__Problem requirements__.
Below are entries; work out how many of their lines include the string "turn", and reply with the number only.

[Extracted data Boundary: Start]

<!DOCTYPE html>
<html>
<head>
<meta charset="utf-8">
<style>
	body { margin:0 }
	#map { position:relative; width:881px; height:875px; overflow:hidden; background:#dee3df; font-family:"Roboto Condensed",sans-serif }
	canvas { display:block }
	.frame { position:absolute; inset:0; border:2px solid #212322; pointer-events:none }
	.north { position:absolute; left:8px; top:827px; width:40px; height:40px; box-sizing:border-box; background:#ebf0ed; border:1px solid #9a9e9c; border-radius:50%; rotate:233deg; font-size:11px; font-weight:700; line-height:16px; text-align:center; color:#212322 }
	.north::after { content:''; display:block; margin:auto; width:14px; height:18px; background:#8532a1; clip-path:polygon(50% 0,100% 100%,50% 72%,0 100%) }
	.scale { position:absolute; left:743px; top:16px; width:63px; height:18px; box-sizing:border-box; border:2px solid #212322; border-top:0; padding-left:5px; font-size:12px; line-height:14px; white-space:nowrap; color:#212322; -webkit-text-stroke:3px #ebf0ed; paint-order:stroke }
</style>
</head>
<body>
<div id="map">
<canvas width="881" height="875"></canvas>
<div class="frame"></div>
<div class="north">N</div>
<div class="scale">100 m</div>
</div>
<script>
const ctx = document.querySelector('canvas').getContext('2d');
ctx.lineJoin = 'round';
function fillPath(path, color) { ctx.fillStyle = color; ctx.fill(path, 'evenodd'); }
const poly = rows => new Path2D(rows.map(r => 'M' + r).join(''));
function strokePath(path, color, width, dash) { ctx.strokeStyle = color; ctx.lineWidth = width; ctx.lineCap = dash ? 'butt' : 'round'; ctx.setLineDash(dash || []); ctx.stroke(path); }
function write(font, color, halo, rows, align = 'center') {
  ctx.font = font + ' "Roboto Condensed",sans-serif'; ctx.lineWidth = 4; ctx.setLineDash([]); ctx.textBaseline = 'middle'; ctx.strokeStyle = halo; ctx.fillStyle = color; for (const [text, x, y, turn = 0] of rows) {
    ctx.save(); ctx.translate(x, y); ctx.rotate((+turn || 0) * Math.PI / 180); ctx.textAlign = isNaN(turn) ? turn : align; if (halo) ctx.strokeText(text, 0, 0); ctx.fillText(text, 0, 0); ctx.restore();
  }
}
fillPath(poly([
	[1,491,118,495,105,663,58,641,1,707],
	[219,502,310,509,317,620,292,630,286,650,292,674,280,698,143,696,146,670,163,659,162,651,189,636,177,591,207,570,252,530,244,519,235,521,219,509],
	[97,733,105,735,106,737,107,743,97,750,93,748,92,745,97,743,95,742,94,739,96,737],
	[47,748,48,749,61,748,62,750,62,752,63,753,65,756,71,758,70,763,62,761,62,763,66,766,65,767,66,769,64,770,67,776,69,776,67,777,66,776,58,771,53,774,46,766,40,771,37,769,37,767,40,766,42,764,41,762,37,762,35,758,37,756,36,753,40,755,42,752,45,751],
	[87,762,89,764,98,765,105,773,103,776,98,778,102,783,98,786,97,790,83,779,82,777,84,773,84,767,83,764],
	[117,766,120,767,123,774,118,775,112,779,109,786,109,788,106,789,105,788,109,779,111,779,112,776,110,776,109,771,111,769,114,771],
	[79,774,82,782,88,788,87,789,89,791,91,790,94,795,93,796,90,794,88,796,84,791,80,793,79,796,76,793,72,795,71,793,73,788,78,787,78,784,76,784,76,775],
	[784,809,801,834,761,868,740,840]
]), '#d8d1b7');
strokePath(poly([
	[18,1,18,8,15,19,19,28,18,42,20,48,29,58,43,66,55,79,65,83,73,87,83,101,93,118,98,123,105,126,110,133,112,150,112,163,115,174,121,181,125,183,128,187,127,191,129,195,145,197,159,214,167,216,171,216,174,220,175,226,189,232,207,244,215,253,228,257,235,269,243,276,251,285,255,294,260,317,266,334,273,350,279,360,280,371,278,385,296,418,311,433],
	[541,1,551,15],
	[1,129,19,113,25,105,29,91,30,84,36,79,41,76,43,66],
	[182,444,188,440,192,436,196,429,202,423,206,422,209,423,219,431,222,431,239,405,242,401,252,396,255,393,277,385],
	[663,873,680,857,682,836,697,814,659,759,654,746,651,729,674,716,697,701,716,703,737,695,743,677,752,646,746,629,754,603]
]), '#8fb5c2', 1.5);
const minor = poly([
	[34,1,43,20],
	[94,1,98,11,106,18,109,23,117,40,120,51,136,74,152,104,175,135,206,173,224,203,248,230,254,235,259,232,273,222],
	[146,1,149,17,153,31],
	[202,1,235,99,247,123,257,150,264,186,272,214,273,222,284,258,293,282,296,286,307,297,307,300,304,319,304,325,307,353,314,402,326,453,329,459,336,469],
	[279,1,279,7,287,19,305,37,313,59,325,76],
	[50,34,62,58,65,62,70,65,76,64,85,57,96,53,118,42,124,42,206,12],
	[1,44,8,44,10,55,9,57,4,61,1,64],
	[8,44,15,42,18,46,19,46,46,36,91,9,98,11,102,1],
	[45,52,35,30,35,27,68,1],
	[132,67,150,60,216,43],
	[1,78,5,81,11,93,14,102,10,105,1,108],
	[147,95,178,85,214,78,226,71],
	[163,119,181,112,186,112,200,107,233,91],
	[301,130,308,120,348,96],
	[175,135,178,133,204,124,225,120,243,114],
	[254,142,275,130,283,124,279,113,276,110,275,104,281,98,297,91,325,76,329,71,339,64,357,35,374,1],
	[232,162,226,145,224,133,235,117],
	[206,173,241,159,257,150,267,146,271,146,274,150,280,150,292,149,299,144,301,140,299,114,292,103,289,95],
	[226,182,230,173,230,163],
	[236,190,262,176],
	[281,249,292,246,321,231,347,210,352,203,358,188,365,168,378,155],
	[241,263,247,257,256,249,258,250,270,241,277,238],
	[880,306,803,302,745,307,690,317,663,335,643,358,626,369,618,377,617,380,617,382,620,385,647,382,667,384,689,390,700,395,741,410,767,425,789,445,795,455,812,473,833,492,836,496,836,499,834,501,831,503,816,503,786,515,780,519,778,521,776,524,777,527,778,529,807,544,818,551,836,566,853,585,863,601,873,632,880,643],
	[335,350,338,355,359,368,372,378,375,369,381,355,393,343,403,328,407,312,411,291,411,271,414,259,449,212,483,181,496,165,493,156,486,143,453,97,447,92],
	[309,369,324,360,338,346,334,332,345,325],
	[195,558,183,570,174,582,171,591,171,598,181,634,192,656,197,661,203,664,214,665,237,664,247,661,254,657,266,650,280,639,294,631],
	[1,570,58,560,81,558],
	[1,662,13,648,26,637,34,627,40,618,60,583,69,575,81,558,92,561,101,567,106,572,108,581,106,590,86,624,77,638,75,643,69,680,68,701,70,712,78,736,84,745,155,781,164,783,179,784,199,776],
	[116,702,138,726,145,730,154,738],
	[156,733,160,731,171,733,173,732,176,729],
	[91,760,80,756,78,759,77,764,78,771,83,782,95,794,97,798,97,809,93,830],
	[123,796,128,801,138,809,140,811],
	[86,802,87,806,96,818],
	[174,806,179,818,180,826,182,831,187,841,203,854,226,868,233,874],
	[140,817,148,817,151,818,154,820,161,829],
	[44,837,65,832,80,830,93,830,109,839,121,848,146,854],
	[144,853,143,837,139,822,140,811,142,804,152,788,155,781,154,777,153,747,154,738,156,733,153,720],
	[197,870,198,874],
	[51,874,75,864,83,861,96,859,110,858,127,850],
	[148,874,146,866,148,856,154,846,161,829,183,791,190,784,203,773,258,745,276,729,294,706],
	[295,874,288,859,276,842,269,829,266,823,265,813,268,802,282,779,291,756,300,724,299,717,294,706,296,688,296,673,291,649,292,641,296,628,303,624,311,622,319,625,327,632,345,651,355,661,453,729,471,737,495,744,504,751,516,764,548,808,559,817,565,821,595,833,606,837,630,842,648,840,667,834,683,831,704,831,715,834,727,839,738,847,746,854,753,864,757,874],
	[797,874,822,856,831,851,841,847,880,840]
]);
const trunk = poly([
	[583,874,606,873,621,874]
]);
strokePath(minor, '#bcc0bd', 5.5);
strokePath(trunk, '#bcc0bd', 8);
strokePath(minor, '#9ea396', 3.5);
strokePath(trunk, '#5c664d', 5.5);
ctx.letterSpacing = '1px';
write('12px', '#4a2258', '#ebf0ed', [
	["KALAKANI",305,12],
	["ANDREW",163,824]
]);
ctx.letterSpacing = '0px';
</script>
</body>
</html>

[Extracted data Boundary: End]

__Task result__.
2